• WHAT IS NEEDED
Show every line in the entries below where the word "wash" appears.

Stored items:
————————

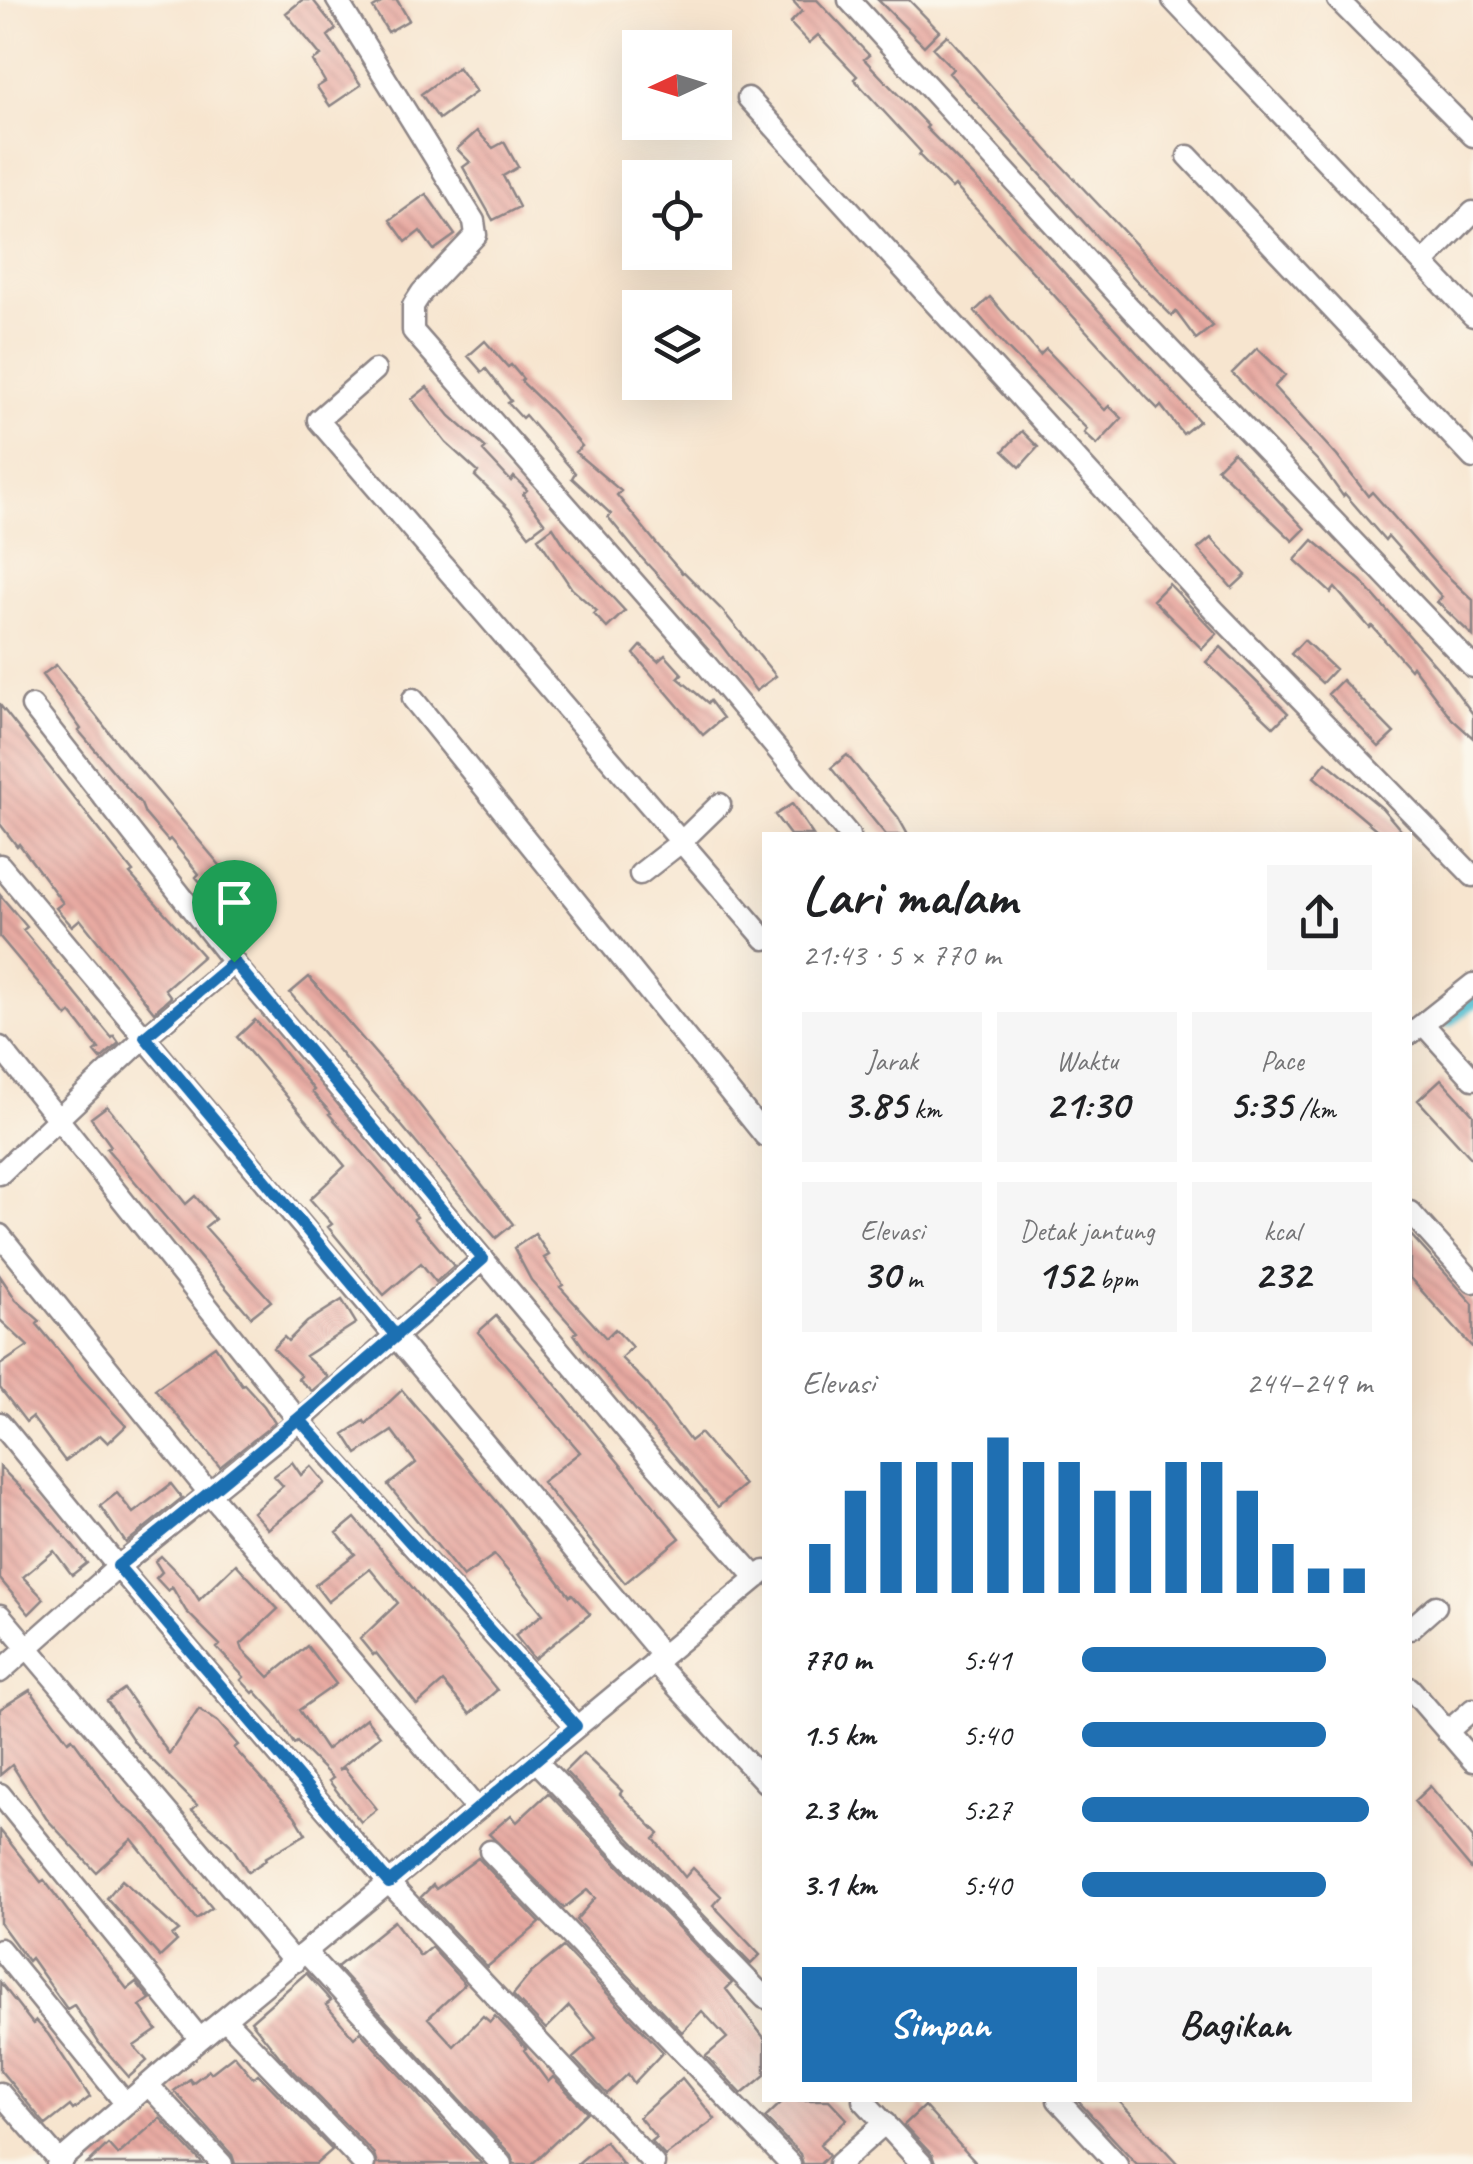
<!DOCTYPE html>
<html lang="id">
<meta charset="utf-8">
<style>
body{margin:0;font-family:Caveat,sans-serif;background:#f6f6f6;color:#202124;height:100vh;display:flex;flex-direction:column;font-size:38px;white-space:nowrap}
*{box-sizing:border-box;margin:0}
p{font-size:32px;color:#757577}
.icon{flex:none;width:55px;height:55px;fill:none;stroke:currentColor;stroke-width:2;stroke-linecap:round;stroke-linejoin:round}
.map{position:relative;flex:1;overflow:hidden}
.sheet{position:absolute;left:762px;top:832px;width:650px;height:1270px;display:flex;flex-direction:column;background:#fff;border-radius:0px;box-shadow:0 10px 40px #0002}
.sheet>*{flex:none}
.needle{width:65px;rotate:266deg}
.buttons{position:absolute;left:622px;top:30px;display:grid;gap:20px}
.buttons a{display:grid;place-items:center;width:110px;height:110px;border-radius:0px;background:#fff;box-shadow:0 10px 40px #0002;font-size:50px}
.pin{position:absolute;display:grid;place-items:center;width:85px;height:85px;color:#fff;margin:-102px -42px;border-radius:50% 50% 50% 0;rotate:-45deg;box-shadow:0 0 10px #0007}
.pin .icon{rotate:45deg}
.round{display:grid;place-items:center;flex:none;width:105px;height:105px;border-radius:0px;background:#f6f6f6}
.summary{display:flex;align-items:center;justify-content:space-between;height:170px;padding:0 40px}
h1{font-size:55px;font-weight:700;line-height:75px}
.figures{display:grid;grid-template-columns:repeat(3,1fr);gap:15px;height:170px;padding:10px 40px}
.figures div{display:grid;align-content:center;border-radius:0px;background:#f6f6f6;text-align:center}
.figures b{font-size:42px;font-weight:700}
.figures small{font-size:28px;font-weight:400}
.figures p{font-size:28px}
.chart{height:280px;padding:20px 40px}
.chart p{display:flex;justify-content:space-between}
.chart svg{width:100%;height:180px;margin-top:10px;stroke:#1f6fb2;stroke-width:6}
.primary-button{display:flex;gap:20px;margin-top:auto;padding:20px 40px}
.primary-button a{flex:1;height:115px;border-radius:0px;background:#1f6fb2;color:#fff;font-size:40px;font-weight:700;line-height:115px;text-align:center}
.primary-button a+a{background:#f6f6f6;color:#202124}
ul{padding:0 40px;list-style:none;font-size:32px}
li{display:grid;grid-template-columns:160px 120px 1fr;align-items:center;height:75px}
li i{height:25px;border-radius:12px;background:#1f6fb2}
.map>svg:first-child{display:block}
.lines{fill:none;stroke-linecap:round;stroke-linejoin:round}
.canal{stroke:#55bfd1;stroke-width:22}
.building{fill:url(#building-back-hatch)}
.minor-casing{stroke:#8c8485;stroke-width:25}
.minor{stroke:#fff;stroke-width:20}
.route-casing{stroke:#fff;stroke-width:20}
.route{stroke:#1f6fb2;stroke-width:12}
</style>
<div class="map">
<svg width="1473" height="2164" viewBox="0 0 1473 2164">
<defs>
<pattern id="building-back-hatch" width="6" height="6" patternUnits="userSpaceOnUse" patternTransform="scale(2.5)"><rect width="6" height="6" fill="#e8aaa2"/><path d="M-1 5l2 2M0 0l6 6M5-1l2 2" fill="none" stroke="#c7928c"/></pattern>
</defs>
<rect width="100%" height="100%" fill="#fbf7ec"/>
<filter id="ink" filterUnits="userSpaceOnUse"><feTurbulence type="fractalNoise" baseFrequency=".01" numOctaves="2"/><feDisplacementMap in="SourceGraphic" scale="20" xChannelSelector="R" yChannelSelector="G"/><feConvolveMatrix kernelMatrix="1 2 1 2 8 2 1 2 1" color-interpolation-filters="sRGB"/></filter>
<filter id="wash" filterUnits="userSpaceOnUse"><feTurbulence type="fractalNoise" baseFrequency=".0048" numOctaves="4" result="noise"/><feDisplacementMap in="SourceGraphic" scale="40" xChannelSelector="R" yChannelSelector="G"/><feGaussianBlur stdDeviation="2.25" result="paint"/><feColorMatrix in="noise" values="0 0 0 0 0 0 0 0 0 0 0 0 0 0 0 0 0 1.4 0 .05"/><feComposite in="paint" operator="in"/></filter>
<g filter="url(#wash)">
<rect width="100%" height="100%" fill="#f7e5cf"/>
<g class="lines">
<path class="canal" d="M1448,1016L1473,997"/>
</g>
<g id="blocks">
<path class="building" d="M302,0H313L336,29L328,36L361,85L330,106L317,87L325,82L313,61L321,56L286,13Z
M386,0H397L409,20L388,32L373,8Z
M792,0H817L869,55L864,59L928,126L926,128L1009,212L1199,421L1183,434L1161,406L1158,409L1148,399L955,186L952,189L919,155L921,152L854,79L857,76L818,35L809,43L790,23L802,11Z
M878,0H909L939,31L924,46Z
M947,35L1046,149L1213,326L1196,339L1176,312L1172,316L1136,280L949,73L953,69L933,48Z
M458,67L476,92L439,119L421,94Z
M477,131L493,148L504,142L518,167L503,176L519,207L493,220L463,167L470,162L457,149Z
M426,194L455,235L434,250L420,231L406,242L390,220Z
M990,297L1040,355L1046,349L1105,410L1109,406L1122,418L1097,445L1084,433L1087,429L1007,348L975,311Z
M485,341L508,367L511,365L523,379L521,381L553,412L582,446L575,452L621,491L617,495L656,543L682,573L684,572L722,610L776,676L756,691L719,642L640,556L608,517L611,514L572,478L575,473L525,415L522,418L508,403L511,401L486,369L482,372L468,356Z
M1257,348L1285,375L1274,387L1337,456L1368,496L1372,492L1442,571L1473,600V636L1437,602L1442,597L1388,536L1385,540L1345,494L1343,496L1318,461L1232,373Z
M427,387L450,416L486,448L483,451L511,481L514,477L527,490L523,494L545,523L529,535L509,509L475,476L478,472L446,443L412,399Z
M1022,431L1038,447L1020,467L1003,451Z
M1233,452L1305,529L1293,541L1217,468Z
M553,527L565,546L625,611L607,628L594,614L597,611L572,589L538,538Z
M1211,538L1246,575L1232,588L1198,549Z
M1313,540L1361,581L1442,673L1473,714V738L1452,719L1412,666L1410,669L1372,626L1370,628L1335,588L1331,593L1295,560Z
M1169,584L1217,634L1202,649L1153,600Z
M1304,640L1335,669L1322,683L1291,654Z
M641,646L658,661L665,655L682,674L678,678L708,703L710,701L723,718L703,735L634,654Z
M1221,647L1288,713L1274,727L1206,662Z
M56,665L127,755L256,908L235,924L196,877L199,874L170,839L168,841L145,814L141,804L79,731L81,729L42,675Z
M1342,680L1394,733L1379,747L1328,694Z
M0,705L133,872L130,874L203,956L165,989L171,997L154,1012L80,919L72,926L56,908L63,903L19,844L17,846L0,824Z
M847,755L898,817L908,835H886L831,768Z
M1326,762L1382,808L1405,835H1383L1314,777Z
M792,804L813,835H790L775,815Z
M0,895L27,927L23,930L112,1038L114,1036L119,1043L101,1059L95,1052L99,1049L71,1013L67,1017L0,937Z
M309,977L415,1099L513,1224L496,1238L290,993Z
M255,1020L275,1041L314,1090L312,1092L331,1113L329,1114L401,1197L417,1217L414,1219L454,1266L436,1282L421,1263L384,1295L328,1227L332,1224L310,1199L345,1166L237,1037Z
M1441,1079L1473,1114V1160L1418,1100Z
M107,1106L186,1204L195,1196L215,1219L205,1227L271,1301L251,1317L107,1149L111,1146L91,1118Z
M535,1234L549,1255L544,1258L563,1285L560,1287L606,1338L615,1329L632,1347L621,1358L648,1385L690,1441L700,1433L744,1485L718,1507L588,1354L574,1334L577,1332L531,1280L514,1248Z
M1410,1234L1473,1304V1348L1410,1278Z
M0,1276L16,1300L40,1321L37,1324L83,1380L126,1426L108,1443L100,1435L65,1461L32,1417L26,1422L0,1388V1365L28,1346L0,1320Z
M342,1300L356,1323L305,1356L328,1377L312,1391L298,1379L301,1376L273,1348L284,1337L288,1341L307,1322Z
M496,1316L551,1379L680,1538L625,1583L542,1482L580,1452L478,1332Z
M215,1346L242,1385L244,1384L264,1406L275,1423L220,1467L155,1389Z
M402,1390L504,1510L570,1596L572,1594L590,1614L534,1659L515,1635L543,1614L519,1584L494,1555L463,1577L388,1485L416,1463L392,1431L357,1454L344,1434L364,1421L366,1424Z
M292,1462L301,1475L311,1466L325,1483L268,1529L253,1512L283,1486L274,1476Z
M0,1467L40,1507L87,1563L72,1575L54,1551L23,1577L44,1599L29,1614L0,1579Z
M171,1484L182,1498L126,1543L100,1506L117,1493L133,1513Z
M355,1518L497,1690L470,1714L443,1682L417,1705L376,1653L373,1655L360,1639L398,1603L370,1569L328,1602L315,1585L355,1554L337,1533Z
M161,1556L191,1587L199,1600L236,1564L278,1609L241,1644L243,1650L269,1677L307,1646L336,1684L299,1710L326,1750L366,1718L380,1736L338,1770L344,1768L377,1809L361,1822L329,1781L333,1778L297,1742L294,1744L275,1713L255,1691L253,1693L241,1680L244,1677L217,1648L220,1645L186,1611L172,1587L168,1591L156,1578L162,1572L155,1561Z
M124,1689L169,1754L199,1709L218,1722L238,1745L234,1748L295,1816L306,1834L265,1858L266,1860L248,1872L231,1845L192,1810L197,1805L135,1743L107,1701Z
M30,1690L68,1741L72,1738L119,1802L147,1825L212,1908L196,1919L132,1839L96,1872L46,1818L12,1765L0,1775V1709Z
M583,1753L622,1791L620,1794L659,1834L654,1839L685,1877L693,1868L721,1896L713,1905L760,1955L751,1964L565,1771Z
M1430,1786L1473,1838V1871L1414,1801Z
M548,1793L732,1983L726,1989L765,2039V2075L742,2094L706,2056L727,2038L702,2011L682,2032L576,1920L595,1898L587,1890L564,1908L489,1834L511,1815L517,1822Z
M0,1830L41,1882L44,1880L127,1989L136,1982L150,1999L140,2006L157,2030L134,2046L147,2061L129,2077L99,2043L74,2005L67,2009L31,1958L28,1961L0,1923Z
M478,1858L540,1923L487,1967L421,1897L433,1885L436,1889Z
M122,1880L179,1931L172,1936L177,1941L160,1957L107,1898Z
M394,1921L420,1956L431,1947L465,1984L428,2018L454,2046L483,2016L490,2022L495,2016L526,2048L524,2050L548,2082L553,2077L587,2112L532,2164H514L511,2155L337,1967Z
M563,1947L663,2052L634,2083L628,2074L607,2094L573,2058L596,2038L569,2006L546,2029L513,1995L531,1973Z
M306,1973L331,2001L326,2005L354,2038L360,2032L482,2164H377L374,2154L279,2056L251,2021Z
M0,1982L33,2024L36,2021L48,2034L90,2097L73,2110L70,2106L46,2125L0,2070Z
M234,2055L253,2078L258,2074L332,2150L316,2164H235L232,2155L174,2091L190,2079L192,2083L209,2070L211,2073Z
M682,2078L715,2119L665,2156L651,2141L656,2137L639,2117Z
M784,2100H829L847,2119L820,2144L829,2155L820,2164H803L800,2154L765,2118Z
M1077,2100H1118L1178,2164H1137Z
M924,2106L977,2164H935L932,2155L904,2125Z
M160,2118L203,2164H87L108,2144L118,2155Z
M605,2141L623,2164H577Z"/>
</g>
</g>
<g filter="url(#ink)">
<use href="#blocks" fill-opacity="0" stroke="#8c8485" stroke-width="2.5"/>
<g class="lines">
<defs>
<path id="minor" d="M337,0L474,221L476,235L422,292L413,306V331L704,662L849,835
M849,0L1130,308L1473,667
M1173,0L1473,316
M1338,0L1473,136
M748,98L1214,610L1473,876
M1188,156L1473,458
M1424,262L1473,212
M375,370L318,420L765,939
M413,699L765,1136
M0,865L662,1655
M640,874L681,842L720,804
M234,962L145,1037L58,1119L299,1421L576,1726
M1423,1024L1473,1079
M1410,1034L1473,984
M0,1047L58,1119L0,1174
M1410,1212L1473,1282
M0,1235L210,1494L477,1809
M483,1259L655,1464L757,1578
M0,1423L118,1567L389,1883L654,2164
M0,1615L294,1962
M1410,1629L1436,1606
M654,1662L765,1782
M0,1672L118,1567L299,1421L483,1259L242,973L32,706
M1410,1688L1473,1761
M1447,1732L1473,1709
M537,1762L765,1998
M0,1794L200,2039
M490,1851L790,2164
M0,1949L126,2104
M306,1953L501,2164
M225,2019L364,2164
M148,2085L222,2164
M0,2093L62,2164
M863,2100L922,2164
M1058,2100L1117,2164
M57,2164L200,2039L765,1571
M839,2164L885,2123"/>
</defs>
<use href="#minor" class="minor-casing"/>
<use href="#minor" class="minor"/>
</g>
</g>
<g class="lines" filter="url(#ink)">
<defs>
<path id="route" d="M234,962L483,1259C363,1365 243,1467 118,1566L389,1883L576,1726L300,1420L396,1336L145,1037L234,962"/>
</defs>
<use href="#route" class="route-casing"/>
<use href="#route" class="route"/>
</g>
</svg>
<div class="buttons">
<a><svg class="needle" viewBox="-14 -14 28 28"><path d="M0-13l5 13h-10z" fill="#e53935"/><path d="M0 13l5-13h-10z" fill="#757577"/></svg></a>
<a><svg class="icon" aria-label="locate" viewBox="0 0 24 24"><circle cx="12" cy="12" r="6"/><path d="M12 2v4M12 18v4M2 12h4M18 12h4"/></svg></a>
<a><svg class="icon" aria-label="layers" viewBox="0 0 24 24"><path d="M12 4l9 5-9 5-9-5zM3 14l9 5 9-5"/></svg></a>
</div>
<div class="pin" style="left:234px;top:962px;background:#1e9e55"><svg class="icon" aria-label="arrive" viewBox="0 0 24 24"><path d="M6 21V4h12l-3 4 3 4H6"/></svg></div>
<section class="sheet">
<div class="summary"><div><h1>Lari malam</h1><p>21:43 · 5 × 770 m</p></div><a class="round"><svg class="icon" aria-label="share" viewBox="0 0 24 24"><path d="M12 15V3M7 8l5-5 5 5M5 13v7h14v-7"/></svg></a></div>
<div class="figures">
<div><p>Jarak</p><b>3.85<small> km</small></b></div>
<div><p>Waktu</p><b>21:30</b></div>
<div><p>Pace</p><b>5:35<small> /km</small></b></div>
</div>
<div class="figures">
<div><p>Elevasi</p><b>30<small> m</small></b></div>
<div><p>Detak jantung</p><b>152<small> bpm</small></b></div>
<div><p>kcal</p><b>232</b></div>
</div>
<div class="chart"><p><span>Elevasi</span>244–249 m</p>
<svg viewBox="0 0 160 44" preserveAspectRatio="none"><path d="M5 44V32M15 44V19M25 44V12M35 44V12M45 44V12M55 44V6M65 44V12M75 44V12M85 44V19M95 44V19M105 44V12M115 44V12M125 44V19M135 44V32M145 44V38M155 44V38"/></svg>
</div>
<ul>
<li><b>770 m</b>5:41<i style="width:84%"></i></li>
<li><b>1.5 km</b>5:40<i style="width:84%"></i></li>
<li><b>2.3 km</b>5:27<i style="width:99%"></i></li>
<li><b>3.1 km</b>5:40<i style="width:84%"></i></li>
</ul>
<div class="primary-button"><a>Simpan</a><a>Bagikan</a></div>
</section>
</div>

————————

• SOLUTION TO THIS PROBLEM
<filter id="wash" filterUnits="userSpaceOnUse"><feTurbulence type="fractalNoise" baseFrequency=".0048" numOctaves="4" result="noise"/><feDisplacementMap in="SourceGraphic" scale="40" xChannelSelector="R" yChannelSelector="G"/><feGaussianBlur stdDeviation="2.25" result="paint"/><feColorMatrix in="noise" values="0 0 0 0 0 0 0 0 0 0 0 0 0 0 0 0 0 1.4 0 .05"/><feComposite in="paint" operator="in"/></filter>
<g filter="url(#wash)">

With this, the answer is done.